In the entries that follow, copy exactly each line from the first through the line with "position:absolute; left:2087px; top:18px;".

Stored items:
####

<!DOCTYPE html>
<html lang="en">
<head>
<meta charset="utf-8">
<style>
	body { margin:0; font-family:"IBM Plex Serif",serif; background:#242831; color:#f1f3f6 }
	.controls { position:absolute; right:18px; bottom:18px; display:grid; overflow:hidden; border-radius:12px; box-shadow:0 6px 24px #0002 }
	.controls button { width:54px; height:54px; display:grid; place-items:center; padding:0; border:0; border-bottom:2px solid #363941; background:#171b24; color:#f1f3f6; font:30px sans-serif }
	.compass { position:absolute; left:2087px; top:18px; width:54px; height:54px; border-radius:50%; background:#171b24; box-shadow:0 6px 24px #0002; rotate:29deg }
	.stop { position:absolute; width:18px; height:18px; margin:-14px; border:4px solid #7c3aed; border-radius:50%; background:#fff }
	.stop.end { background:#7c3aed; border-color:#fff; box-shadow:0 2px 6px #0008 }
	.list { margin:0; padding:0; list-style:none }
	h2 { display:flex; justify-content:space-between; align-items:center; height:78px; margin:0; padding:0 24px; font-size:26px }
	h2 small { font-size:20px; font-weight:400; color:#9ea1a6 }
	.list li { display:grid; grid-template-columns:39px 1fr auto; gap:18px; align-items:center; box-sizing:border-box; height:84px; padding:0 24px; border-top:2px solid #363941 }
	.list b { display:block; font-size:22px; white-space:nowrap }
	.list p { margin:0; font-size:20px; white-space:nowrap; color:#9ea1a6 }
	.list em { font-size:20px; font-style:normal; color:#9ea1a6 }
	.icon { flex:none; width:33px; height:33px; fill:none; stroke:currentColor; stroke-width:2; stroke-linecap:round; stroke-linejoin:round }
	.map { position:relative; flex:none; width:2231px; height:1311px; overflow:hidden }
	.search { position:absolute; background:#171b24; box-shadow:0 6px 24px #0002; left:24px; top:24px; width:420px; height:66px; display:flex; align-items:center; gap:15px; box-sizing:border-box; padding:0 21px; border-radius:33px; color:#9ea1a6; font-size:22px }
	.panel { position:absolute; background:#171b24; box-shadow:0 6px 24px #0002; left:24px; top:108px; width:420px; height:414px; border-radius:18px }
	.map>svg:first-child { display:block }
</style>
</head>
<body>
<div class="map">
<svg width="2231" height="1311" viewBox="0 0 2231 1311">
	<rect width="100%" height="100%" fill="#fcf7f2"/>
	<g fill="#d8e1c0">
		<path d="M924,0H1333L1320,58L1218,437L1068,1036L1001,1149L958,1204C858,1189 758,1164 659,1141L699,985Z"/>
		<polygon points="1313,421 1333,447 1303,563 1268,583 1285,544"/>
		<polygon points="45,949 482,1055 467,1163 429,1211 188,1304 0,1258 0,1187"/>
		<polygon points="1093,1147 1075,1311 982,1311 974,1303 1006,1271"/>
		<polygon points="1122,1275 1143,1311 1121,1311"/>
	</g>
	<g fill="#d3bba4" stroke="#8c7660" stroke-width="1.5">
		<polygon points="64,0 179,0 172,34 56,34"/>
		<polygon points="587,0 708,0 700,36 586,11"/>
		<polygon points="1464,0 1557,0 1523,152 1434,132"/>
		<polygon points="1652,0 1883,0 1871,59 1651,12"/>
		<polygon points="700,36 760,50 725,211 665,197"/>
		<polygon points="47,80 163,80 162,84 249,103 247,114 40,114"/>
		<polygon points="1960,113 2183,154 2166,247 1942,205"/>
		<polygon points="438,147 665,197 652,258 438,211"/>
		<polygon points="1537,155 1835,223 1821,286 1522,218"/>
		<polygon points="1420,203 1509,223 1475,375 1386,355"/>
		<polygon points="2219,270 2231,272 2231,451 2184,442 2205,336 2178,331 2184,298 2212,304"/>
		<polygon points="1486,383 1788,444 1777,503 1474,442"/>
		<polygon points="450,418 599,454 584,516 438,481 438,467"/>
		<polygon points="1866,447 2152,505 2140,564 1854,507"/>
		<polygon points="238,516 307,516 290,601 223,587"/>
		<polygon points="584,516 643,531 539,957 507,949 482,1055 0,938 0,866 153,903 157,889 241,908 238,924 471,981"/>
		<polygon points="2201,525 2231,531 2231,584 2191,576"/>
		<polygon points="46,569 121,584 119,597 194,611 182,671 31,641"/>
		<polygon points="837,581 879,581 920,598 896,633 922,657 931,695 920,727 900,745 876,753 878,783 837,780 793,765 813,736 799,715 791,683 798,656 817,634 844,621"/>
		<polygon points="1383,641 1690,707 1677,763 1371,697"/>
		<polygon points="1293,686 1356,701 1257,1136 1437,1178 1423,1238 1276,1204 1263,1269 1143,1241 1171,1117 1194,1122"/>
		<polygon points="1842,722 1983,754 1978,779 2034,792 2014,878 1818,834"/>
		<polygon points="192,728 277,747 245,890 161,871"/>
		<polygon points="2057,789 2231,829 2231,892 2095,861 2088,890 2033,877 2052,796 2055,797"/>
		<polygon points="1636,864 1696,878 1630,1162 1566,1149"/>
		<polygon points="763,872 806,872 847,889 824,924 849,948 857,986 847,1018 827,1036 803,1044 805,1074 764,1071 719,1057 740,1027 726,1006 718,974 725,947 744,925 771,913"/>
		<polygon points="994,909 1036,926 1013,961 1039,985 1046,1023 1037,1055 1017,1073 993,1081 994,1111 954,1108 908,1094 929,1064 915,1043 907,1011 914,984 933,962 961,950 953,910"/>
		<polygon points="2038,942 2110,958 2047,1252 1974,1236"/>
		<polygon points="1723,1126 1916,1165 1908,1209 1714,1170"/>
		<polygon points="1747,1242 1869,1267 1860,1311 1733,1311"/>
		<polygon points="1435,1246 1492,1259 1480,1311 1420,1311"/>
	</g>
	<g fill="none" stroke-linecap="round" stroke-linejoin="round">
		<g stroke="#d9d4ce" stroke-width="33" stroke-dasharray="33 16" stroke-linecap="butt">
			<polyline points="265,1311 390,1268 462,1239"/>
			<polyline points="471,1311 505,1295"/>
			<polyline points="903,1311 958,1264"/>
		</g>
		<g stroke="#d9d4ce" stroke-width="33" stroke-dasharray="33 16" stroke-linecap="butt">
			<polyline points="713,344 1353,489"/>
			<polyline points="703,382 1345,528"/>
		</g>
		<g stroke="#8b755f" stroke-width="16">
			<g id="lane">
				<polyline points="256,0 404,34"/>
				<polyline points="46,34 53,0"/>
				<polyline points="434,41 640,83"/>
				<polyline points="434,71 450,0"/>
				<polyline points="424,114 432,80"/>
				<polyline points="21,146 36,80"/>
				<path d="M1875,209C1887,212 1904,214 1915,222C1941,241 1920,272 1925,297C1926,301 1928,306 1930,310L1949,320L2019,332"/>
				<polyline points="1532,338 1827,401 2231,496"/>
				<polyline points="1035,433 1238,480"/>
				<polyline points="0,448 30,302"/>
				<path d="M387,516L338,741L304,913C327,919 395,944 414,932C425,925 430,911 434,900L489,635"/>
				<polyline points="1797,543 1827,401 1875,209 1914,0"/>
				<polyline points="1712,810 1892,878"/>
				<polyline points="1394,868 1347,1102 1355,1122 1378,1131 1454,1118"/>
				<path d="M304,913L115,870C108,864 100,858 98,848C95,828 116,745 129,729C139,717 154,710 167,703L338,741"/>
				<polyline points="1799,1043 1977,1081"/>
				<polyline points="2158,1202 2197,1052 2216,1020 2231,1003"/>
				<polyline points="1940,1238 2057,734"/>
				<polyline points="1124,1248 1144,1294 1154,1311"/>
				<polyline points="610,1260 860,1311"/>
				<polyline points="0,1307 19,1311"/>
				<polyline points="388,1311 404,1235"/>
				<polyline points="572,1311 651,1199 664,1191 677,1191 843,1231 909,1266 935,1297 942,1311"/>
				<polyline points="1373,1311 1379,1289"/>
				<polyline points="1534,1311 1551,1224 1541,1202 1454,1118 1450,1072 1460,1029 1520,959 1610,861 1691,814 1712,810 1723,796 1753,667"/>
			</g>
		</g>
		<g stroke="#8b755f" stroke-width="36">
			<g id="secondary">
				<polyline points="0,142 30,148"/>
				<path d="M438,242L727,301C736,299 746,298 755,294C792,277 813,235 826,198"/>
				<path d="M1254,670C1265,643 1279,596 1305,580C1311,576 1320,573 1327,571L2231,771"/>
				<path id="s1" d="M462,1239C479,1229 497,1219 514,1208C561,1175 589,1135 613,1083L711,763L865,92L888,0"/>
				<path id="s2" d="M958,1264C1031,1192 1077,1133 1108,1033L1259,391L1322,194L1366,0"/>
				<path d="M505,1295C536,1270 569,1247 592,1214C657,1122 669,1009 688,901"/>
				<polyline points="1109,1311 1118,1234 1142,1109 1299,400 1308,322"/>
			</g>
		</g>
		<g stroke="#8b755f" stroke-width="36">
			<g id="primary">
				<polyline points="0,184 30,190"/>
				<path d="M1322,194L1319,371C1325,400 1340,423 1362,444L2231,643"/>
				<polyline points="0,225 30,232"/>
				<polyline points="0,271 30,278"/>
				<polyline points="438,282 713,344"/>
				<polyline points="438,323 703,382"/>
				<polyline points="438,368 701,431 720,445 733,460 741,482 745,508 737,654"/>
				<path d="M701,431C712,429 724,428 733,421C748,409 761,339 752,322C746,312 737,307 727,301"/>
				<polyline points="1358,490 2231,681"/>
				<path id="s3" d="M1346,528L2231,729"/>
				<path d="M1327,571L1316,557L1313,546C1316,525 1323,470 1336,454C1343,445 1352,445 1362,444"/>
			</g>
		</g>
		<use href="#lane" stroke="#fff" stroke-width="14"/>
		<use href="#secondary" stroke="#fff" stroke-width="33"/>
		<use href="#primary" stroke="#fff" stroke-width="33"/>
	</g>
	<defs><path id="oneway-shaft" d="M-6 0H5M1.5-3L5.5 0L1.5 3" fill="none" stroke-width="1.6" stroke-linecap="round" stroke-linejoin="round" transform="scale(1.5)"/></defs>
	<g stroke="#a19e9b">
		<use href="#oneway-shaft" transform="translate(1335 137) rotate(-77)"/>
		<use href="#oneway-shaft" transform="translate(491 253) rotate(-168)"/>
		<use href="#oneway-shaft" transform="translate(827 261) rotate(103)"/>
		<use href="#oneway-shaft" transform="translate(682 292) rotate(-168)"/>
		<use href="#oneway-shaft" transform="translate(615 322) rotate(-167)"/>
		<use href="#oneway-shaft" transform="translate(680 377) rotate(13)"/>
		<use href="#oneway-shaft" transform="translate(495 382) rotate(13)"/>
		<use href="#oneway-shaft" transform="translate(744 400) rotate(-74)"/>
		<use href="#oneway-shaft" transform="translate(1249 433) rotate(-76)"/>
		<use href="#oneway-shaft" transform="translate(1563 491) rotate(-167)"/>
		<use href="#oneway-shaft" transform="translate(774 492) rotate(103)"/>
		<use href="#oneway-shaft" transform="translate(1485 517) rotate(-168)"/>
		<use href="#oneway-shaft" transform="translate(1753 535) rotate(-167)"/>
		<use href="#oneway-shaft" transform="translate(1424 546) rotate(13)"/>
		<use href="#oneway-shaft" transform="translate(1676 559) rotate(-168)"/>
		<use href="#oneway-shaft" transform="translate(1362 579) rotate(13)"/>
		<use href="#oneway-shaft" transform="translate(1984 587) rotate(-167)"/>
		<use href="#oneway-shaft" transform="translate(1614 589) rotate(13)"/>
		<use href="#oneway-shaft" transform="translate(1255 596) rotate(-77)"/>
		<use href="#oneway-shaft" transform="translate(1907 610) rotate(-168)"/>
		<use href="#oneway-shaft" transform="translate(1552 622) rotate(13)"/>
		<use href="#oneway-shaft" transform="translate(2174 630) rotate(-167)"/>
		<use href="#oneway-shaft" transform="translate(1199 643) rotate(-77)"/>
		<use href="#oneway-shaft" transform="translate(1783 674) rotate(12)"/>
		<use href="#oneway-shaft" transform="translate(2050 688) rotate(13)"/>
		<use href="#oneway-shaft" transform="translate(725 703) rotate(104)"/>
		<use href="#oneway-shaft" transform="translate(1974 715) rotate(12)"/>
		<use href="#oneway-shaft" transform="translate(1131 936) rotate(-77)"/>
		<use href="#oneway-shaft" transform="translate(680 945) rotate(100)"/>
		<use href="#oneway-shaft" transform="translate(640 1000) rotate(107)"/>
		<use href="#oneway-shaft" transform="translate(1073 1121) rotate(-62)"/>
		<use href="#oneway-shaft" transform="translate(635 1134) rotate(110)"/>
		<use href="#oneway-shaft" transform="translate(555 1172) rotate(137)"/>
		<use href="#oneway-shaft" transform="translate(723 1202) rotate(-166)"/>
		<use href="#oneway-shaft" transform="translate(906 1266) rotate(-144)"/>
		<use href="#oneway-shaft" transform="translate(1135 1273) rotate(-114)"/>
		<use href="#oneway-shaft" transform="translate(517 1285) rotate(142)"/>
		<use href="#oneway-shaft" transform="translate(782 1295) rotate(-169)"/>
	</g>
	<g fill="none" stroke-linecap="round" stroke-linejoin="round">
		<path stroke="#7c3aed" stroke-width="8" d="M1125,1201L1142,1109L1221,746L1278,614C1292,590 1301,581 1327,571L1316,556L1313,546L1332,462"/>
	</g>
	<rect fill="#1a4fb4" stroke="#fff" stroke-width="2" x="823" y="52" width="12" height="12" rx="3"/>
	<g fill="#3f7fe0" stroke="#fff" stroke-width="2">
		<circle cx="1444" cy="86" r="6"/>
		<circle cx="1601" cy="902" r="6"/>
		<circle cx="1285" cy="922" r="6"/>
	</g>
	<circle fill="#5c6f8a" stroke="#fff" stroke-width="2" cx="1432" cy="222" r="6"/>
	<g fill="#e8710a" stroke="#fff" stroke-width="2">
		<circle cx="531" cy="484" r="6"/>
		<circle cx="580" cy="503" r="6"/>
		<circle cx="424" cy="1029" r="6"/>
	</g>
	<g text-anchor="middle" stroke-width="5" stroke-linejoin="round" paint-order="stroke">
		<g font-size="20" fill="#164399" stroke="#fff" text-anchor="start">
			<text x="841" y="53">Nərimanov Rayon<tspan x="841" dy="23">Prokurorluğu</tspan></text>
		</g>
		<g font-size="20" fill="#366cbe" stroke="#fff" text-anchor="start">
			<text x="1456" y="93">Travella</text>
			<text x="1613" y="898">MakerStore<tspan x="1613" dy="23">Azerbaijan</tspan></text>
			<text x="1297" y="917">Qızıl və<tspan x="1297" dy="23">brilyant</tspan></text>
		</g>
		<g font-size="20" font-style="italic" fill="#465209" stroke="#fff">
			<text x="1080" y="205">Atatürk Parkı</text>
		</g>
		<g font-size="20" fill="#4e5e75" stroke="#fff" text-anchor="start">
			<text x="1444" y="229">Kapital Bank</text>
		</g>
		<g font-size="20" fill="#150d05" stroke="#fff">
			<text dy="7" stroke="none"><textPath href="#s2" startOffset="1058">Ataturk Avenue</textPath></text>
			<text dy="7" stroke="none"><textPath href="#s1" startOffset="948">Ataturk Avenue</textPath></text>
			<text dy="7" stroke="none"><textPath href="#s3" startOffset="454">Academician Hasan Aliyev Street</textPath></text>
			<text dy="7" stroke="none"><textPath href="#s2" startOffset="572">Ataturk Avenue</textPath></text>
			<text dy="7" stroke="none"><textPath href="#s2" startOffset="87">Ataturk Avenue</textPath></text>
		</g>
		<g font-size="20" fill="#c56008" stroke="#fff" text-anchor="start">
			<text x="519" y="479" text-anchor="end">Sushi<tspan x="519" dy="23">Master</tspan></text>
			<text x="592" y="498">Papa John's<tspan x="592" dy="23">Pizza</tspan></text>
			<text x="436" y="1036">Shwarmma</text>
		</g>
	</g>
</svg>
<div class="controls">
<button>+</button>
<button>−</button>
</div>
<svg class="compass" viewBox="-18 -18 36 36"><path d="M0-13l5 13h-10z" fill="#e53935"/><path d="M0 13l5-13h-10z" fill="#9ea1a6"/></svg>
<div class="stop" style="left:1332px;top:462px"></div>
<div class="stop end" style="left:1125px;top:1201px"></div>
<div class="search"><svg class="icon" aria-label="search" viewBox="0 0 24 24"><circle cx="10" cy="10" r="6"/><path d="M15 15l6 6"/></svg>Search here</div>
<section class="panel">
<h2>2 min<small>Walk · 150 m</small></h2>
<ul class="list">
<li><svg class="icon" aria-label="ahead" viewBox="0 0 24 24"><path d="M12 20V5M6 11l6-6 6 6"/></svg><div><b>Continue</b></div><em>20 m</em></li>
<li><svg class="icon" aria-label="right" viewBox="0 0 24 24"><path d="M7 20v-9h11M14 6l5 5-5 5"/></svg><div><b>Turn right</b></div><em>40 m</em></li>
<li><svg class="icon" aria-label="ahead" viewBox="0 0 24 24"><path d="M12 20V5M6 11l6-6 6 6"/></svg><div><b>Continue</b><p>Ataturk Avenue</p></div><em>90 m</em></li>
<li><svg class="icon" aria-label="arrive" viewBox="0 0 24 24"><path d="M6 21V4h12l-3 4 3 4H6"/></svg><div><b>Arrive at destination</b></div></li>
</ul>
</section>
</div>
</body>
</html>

####

_EXERCISE RESPONSE:_
<!DOCTYPE html>
<html lang="en">
<head>
<meta charset="utf-8">
<style>
	body { margin:0; font-family:"IBM Plex Serif",serif; background:#242831; color:#f1f3f6 }
	.controls { position:absolute; right:18px; bottom:18px; display:grid; overflow:hidden; border-radius:12px; box-shadow:0 6px 24px #0002 }
	.controls button { width:54px; height:54px; display:grid; place-items:center; padding:0; border:0; border-bottom:2px solid #363941; background:#171b24; color:#f1f3f6; font:30px sans-serif }
	.compass { position:absolute; left:2087px; top:18px; width:54px; height:54px; border-radius:50%; background:#171b24; box-shadow:0 6px 24px #0002; rotate:29deg }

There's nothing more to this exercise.